-- PROVIDED DATA follows --
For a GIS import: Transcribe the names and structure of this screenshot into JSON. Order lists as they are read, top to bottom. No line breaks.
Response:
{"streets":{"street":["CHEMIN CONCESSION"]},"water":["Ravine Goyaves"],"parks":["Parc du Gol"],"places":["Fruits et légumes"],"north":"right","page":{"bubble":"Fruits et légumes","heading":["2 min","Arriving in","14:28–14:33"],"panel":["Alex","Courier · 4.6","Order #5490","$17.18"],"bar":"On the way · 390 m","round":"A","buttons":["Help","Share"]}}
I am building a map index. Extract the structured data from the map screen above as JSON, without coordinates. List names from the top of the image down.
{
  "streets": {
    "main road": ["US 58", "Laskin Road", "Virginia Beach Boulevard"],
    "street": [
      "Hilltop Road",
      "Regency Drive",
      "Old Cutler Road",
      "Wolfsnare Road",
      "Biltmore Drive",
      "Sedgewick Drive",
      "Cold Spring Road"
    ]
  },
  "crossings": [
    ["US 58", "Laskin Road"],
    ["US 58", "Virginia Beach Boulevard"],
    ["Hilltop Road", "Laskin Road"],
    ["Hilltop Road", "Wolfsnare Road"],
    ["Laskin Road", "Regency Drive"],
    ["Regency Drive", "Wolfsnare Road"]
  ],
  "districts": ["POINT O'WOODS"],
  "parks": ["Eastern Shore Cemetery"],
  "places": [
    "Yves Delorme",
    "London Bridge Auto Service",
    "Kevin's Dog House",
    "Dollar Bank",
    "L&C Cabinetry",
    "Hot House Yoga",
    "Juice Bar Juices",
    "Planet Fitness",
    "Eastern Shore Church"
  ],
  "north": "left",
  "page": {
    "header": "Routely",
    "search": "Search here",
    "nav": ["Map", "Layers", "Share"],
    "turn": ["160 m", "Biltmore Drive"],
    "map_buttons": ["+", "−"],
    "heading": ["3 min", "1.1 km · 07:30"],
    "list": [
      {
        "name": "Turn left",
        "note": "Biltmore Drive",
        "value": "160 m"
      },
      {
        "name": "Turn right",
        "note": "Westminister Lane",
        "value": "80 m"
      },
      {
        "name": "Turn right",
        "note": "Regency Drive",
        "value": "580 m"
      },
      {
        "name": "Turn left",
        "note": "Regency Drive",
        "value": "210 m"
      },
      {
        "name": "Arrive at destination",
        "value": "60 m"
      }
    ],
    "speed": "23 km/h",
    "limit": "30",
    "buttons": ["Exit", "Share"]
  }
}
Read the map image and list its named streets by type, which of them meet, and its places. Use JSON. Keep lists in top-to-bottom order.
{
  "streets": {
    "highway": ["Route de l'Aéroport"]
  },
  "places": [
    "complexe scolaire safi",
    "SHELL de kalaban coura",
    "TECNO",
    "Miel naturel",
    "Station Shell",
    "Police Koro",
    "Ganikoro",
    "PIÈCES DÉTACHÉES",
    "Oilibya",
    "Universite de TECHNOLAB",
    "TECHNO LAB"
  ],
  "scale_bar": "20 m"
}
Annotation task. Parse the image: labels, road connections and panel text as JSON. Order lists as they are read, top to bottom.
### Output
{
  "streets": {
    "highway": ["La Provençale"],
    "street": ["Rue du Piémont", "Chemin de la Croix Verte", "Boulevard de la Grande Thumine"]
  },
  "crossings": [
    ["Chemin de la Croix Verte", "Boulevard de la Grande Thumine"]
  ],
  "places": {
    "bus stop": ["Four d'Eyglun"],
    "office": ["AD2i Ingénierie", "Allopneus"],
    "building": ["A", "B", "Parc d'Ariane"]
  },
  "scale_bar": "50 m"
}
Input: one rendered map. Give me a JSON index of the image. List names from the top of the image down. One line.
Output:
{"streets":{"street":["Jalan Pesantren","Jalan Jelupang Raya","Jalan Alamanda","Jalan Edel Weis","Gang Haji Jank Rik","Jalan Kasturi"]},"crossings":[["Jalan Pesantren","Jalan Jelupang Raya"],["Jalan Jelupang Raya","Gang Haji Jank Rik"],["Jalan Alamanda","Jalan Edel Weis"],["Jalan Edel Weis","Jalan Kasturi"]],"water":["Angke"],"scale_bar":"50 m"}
-- PROVIDED DATA concluded --
Type out each entry above again, exactly.

For a GIS import: Transcribe the names and structure of this screenshot into JSON. Order lists as they are read, top to bottom. No line breaks.
Response:
{"streets":{"street":["CHEMIN CONCESSION"]},"water":["Ravine Goyaves"],"parks":["Parc du Gol"],"places":["Fruits et légumes"],"north":"right","page":{"bubble":"Fruits et légumes","heading":["2 min","Arriving in","14:28–14:33"],"panel":["Alex","Courier · 4.6","Order #5490","$17.18"],"bar":"On the way · 390 m","round":"A","buttons":["Help","Share"]}}
I am building a map index. Extract the structured data from the map screen above as JSON, without coordinates. List names from the top of the image down.
{
  "streets": {
    "main road": ["US 58", "Laskin Road", "Virginia Beach Boulevard"],
    "street": [
      "Hilltop Road",
      "Regency Drive",
      "Old Cutler Road",
      "Wolfsnare Road",
      "Biltmore Drive",
      "Sedgewick Drive",
      "Cold Spring Road"
    ]
  },
  "crossings": [
    ["US 58", "Laskin Road"],
    ["US 58", "Virginia Beach Boulevard"],
    ["Hilltop Road", "Laskin Road"],
    ["Hilltop Road", "Wolfsnare Road"],
    ["Laskin Road", "Regency Drive"],
    ["Regency Drive", "Wolfsnare Road"]
  ],
  "districts": ["POINT O'WOODS"],
  "parks": ["Eastern Shore Cemetery"],
  "places": [
    "Yves Delorme",
    "London Bridge Auto Service",
    "Kevin's Dog House",
    "Dollar Bank",
    "L&C Cabinetry",
    "Hot House Yoga",
    "Juice Bar Juices",
    "Planet Fitness",
    "Eastern Shore Church"
  ],
  "north": "left",
  "page": {
    "header": "Routely",
    "search": "Search here",
    "nav": ["Map", "Layers", "Share"],
    "turn": ["160 m", "Biltmore Drive"],
    "map_buttons": ["+", "−"],
    "heading": ["3 min", "1.1 km · 07:30"],
    "list": [
      {
        "name": "Turn left",
        "note": "Biltmore Drive",
        "value": "160 m"
      },
      {
        "name": "Turn right",
        "note": "Westminister Lane",
        "value": "80 m"
      },
      {
        "name": "Turn right",
        "note": "Regency Drive",
        "value": "580 m"
      },
      {
        "name": "Turn left",
        "note": "Regency Drive",
        "value": "210 m"
      },
      {
        "name": "Arrive at destination",
        "value": "60 m"
      }
    ],
    "speed": "23 km/h",
    "limit": "30",
    "buttons": ["Exit", "Share"]
  }
}
Read the map image and list its named streets by type, which of them meet, and its places. Use JSON. Keep lists in top-to-bottom order.
{
  "streets": {
    "highway": ["Route de l'Aéroport"]
  },
  "places": [
    "complexe scolaire safi",
    "SHELL de kalaban coura",
    "TECNO",
    "Miel naturel",
    "Station Shell",
    "Police Koro",
    "Ganikoro",
    "PIÈCES DÉTACHÉES",
    "Oilibya",
    "Universite de TECHNOLAB",
    "TECHNO LAB"
  ],
  "scale_bar": "20 m"
}
Annotation task. Parse the image: labels, road connections and panel text as JSON. Order lists as they are read, top to bottom.
### Output
{
  "streets": {
    "highway": ["La Provençale"],
    "street": ["Rue du Piémont", "Chemin de la Croix Verte", "Boulevard de la Grande Thumine"]
  },
  "crossings": [
    ["Chemin de la Croix Verte", "Boulevard de la Grande Thumine"]
  ],
  "places": {
    "bus stop": ["Four d'Eyglun"],
    "office": ["AD2i Ingénierie", "Allopneus"],
    "building": ["A", "B", "Parc d'Ariane"]
  },
  "scale_bar": "50 m"
}
Input: one rendered map. Give me a JSON index of the image. List names from the top of the image down. One line.
Output:
{"streets":{"street":["Jalan Pesantren","Jalan Jelupang Raya","Jalan Alamanda","Jalan Edel Weis","Gang Haji Jank Rik","Jalan Kasturi"]},"crossings":[["Jalan Pesantren","Jalan Jelupang Raya"],["Jalan Jelupang Raya","Gang Haji Jank Rik"],["Jalan Alamanda","Jalan Edel Weis"],["Jalan Edel Weis","Jalan Kasturi"]],"water":["Angke"],"scale_bar":"50 m"}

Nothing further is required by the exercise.